You may find the same thing has happened in crises in your life. When the emergency is over, and you’ve made it through to the other side, when you finally have the space to look around, you may see that the damage is still there, that you’re still carrying pain or worry or grief from that time. And that’s okay. Healing is a process that takes much longer than being hurt. (Heaven knows sanding and repainting can take much longer than fixing the leak.)

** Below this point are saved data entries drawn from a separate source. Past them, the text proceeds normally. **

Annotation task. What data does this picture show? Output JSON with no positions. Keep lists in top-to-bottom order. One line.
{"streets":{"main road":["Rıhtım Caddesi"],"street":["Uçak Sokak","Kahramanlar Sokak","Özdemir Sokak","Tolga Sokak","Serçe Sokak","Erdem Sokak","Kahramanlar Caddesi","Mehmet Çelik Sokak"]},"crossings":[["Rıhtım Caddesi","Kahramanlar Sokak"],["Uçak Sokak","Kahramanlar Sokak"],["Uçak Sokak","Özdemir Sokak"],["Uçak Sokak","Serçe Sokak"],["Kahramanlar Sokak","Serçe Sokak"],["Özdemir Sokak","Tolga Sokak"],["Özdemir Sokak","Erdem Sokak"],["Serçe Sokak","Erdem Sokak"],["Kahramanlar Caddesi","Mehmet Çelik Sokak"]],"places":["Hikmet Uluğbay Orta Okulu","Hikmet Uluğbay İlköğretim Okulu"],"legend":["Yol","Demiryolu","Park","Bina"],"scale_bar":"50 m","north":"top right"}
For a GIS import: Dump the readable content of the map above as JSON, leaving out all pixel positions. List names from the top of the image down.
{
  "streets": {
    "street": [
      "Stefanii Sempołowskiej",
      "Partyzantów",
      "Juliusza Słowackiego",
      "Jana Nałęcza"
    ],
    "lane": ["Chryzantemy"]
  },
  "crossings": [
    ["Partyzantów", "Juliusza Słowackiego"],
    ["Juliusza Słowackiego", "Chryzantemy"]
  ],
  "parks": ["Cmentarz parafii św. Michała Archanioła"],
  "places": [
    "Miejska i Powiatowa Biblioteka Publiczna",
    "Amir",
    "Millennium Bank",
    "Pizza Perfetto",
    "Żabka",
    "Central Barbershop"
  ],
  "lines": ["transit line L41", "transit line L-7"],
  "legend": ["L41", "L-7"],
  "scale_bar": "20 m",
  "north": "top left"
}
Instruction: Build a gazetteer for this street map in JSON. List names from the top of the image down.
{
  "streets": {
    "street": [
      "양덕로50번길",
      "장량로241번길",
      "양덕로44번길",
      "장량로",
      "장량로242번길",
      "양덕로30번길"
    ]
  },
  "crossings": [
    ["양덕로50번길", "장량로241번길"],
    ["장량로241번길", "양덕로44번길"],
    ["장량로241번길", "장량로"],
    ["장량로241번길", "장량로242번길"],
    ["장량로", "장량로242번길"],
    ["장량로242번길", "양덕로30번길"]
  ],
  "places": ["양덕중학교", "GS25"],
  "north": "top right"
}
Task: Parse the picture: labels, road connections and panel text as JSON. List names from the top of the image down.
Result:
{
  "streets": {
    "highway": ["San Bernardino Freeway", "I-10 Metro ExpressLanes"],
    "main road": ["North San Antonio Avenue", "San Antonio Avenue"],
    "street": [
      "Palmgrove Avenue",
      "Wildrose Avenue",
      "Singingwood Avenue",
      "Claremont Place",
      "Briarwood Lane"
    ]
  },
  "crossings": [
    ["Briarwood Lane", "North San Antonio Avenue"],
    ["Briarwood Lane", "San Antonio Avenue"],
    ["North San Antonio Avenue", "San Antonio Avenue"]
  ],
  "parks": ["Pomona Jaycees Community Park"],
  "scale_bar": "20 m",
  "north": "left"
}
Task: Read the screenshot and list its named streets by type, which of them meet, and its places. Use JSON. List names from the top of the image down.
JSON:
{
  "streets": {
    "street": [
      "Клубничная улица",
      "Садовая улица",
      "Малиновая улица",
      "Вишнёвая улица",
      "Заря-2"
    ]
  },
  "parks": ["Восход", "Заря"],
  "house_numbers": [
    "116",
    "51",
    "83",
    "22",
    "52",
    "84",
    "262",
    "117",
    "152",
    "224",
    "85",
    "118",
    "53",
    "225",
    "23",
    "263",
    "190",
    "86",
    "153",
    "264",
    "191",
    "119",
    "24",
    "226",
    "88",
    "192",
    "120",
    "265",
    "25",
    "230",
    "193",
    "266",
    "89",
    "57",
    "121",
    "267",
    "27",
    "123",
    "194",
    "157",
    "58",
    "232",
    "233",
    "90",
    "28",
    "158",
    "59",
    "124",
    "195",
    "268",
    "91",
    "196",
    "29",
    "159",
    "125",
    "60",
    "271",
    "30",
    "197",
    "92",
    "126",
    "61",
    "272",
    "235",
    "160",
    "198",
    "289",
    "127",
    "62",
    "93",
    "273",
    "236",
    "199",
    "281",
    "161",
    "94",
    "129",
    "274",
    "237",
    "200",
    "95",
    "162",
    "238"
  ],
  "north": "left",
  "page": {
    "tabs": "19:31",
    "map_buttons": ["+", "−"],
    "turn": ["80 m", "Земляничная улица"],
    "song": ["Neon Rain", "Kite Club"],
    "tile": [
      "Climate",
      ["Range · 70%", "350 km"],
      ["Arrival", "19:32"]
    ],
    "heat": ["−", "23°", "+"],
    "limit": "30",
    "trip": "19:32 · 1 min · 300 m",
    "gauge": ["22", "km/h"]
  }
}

I’m reminded often of the fact that when Jesus appeared to the disciples after his Resurrection, he did so still bearing his wounds. He appears to them, and he says, “Peace be with you,” and then he shows them his hands and his side. (John 20:19-20) The promise of the Resurrection is not that our wounds will disappear and be forgotten. It’s that they will be transformed, that we will be transformed, still bearing them. For better or for worse, they have shaped us into the people who we are. But there will come a day when they don’t hurt any more, when the storm has passed and the drainage has been fixed and the damage has been repaired; when we can finally look back on all our crises and see the presence of God’s love, working in and through them, despite it all.